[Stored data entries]
+ + +

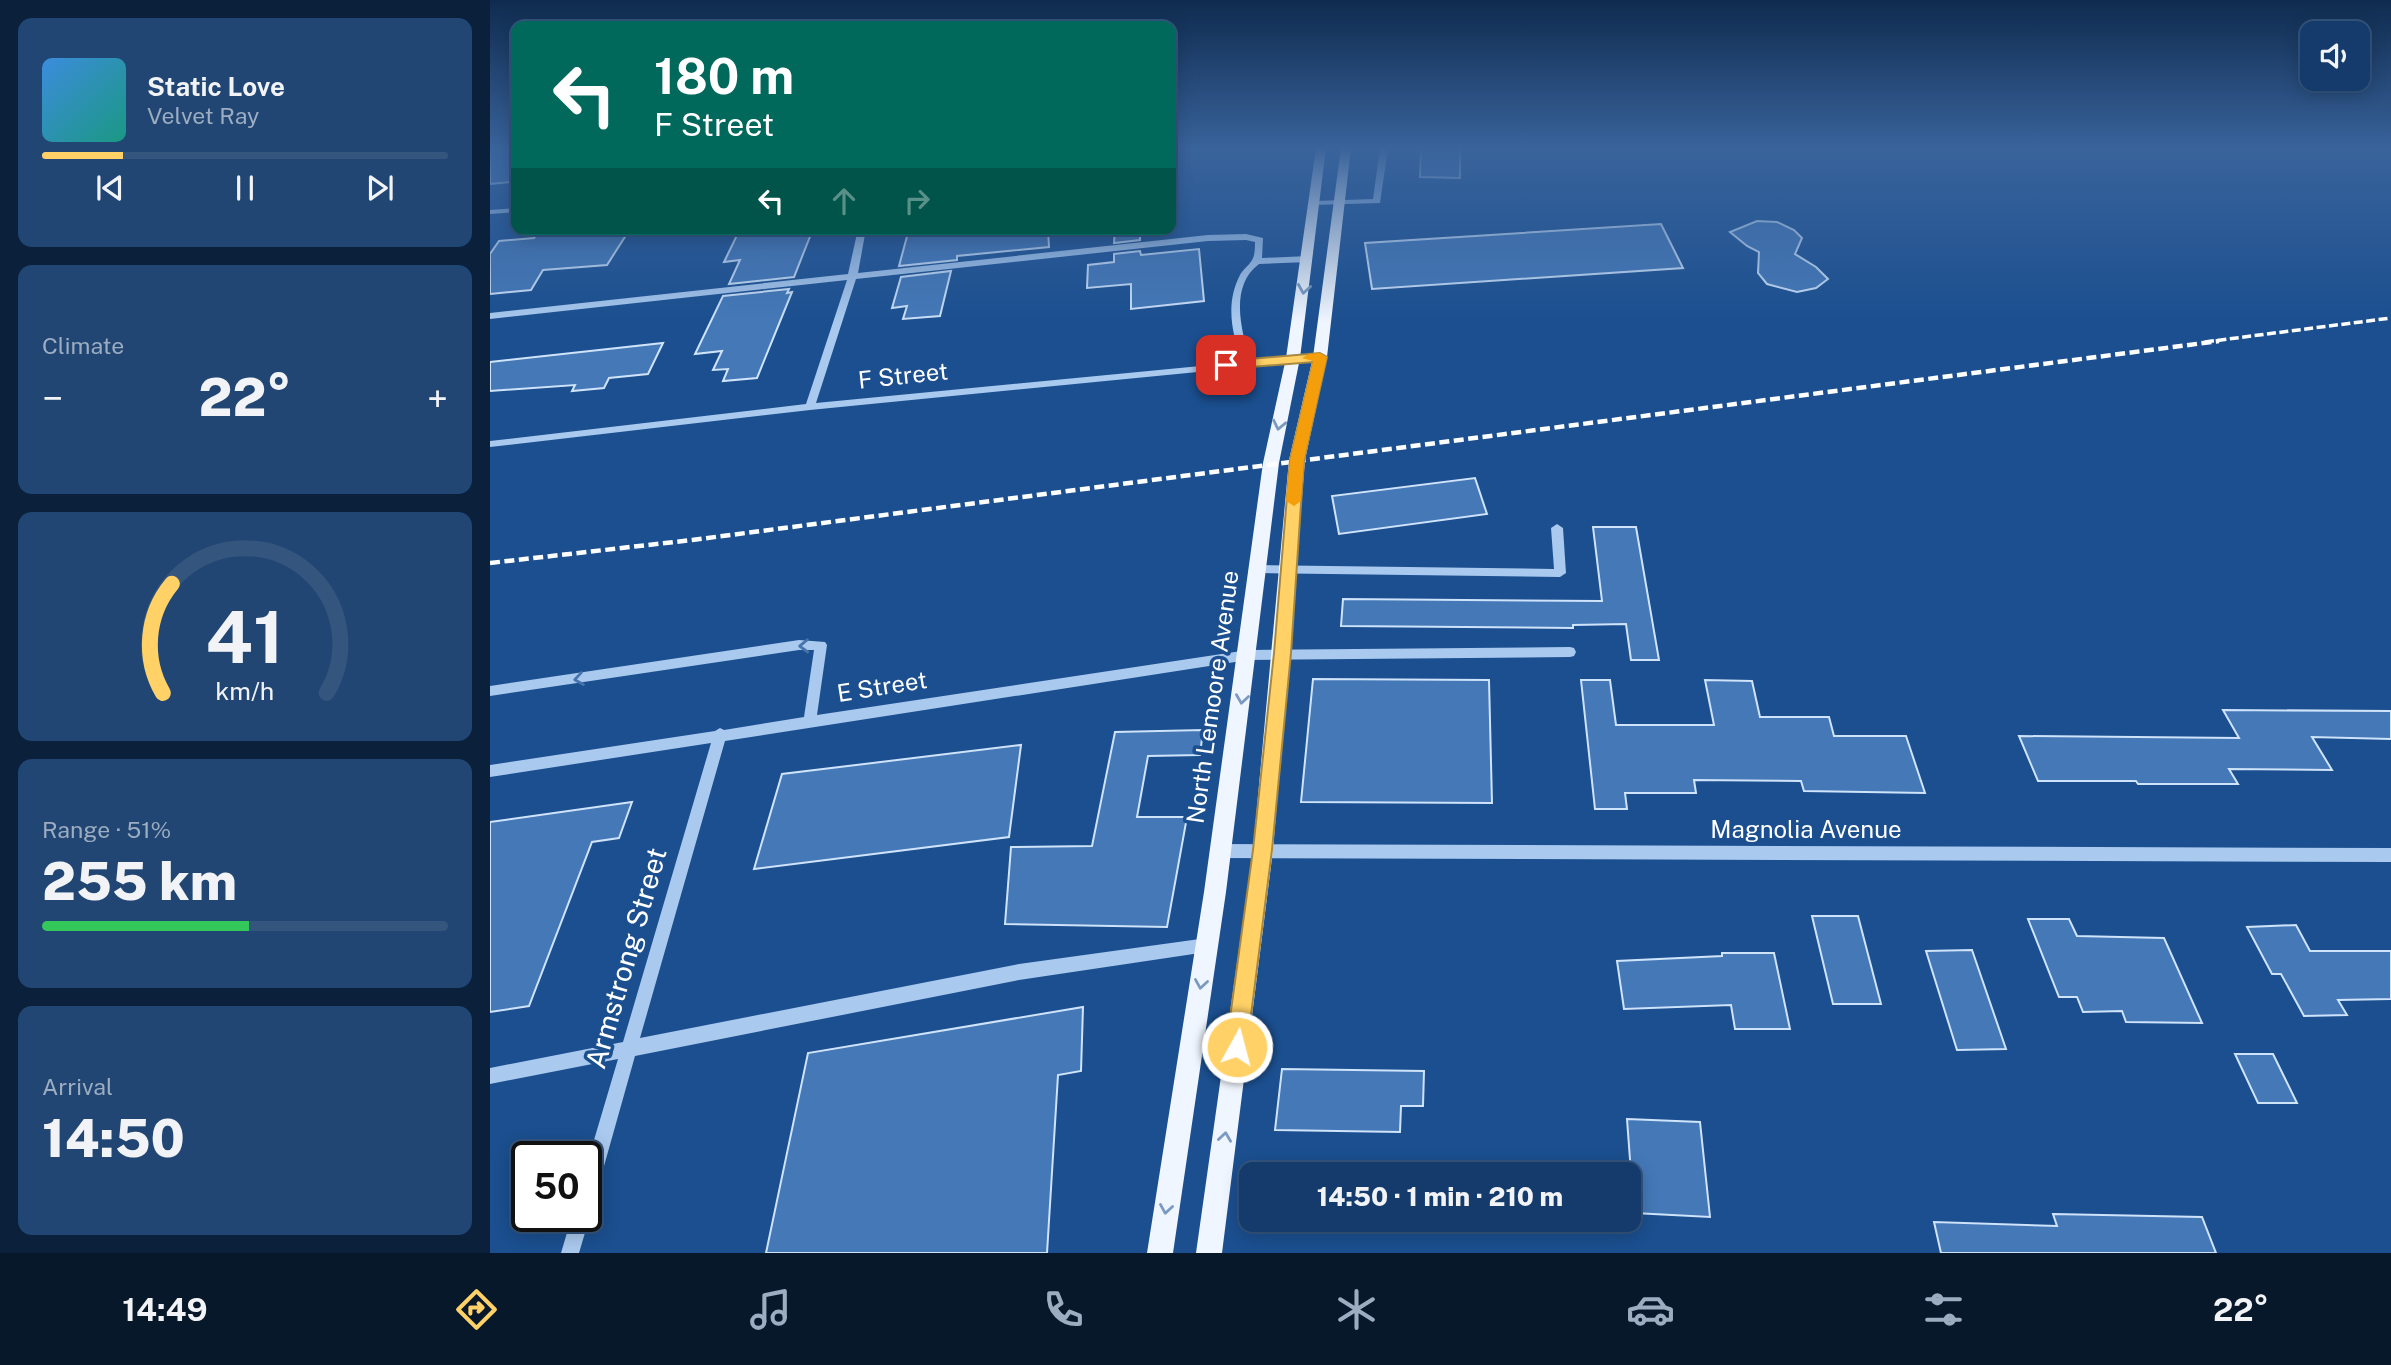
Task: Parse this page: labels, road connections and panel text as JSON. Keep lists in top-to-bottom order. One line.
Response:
{"streets":{"main road":["North Lemoore Avenue"],"street":["F Street","E Street","Magnolia Avenue","Armstrong Street"]},"crossings":[["F Street","North Lemoore Avenue"],["E Street","North Lemoore Avenue"],["E Street","Armstrong Street"],["North Lemoore Avenue","Magnolia Avenue"]],"page":{"turn":["180 m","F Street"],"song":["Static Love","Velvet Ray"],"tile":["Climate",["Range · 51%","255 km"],["Arrival","14:50"]],"heat":["−","22°","+"],"limit":"50","trip":"14:50 · 1 min · 210 m","tabs":["14:49","22°"],"gauge":["41","km/h"]}}
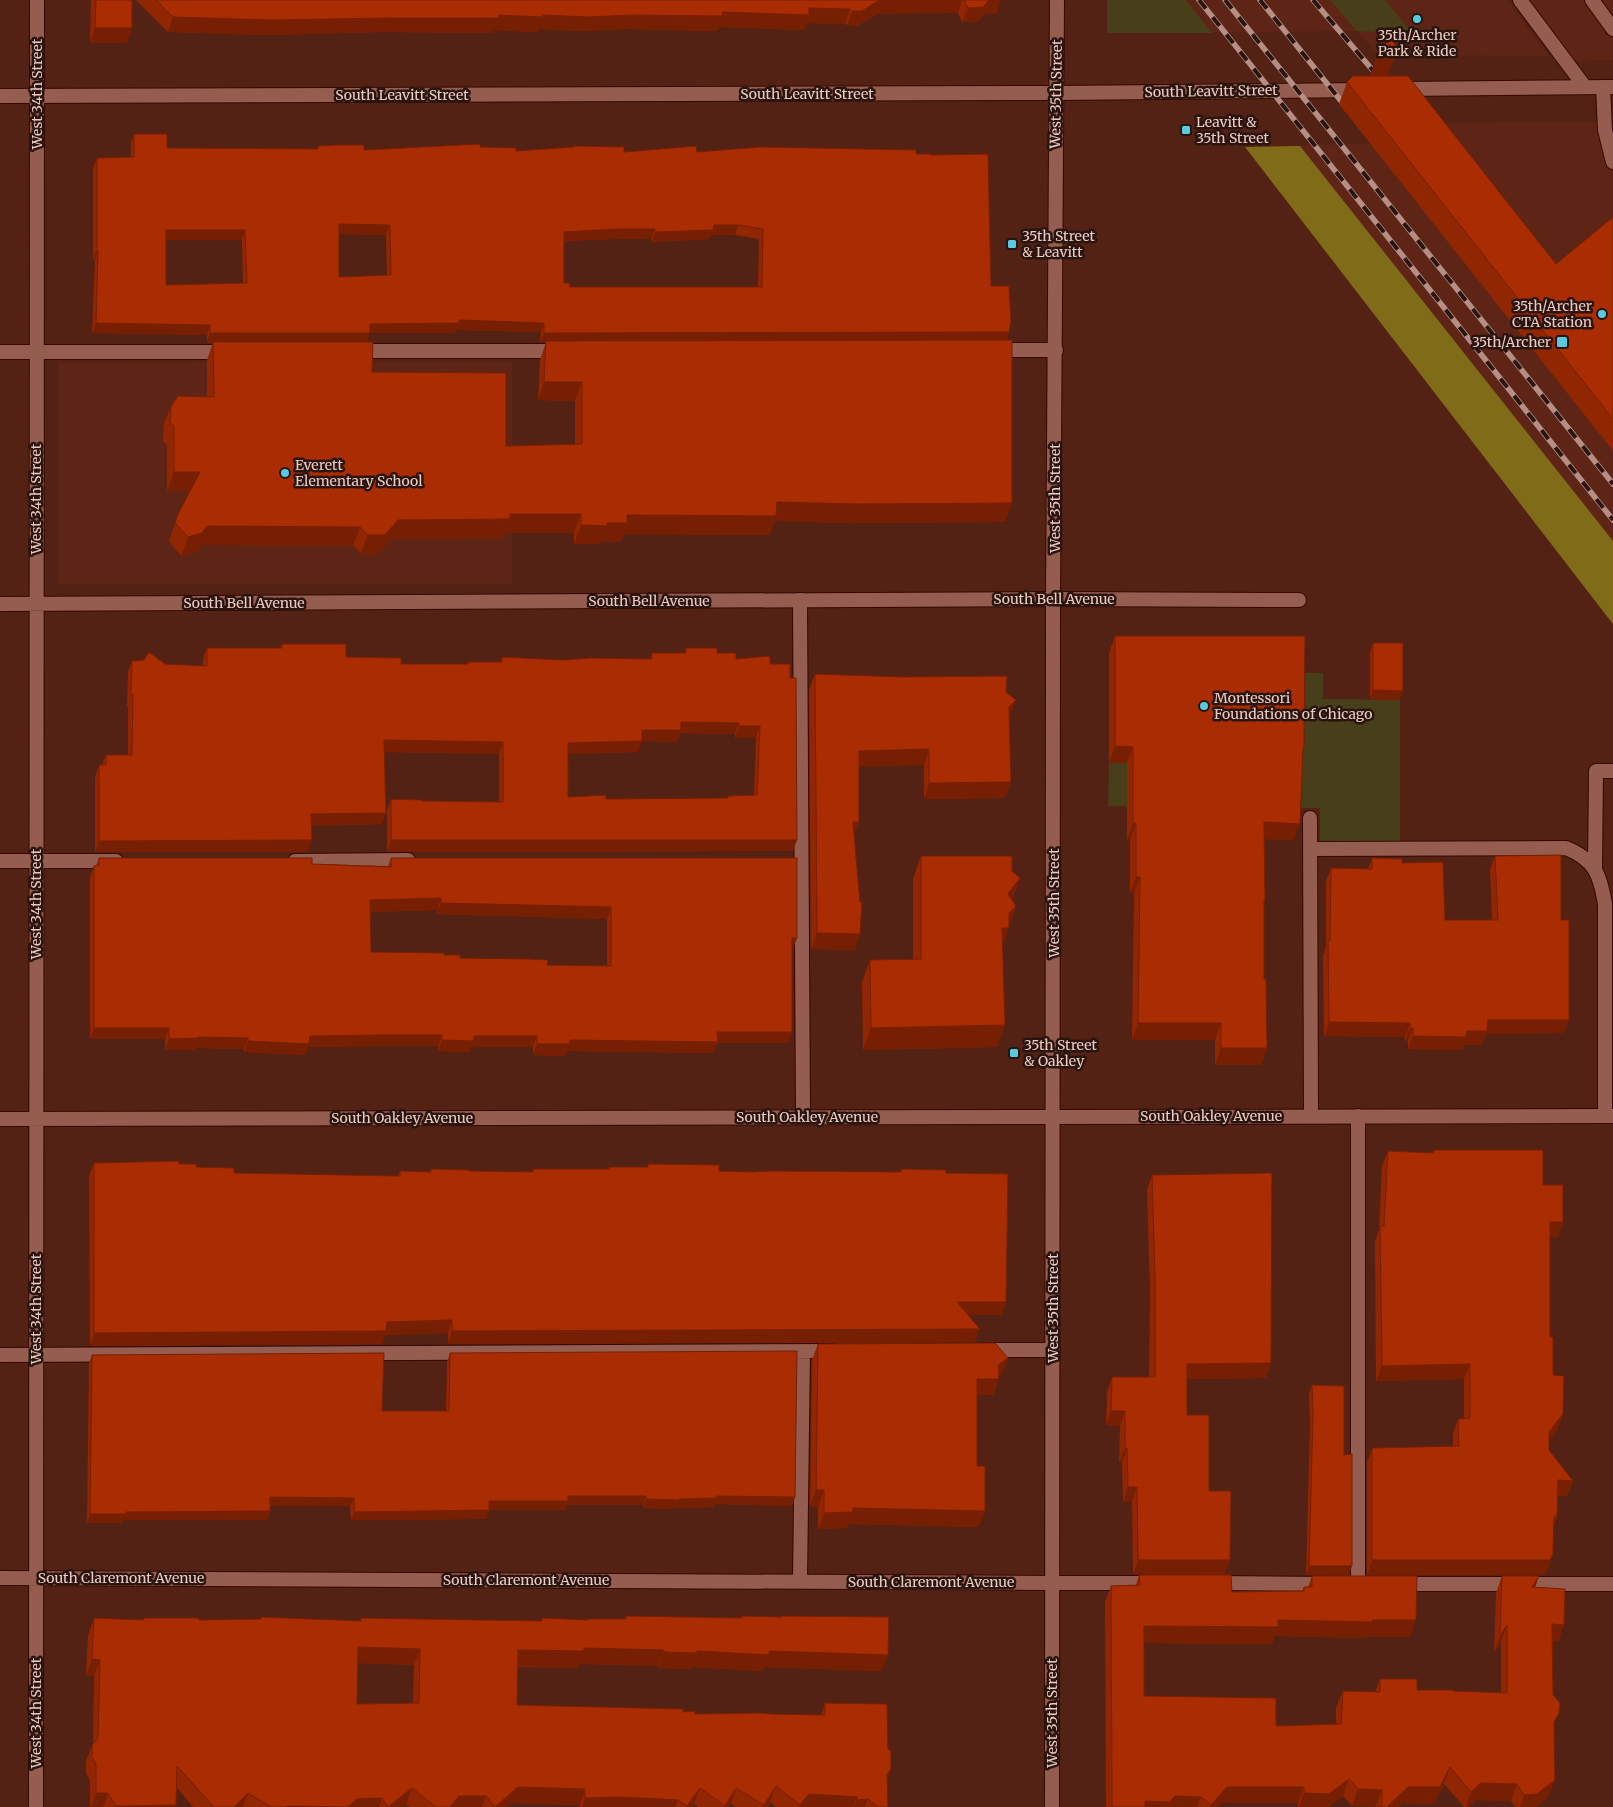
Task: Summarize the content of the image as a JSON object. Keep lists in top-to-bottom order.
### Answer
{
  "streets": {
    "street": [
      "South Leavitt Street",
      "West 34th Street",
      "West 35th Street",
      "South Bell Avenue",
      "South Oakley Avenue",
      "South Claremont Avenue"
    ]
  },
  "crossings": [
    ["South Leavitt Street", "West 34th Street"],
    ["South Leavitt Street", "West 35th Street"],
    ["West 34th Street", "South Bell Avenue"],
    ["West 34th Street", "South Oakley Avenue"],
    ["West 34th Street", "South Claremont Avenue"],
    ["West 35th Street", "South Bell Avenue"],
    ["West 35th Street", "South Oakley Avenue"],
    ["West 35th Street", "South Claremont Avenue"]
  ],
  "places": {
    "other": [
      "35th/Archer Park & Ride",
      "35th/Archer CTA Station",
      "Everett Elementary School",
      "Montessori Foundations of Chicago"
    ],
    "transit": [
      "Leavitt & 35th Street",
      "35th Street & Leavitt",
      "35th/Archer",
      "35th Street & Oakley"
    ]
  }
}
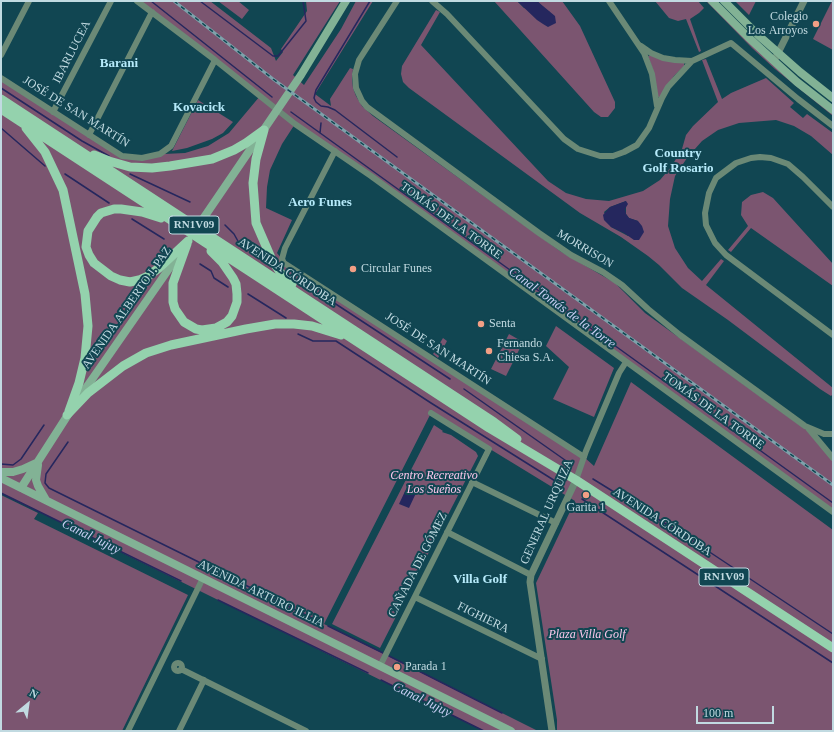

+ + +

The problem:
Give the lines again exactly, beginning with the first line of the records above and ending with the line that contains "Task: Summarize the", and include no pictures.

Worked solution:
Task: Parse this page: labels, road connections and panel text as JSON. Keep lists in top-to-bottom order. One line.
Response:
{"streets":{"main road":["North Lemoore Avenue"],"street":["F Street","E Street","Magnolia Avenue","Armstrong Street"]},"crossings":[["F Street","North Lemoore Avenue"],["E Street","North Lemoore Avenue"],["E Street","Armstrong Street"],["North Lemoore Avenue","Magnolia Avenue"]],"page":{"turn":["180 m","F Street"],"song":["Static Love","Velvet Ray"],"tile":["Climate",["Range · 51%","255 km"],["Arrival","14:50"]],"heat":["−","22°","+"],"limit":"50","trip":"14:50 · 1 min · 210 m","tabs":["14:49","22°"],"gauge":["41","km/h"]}}
Task: Summarize the content of the image as a JSON object. Keep lists in top-to-bottom order.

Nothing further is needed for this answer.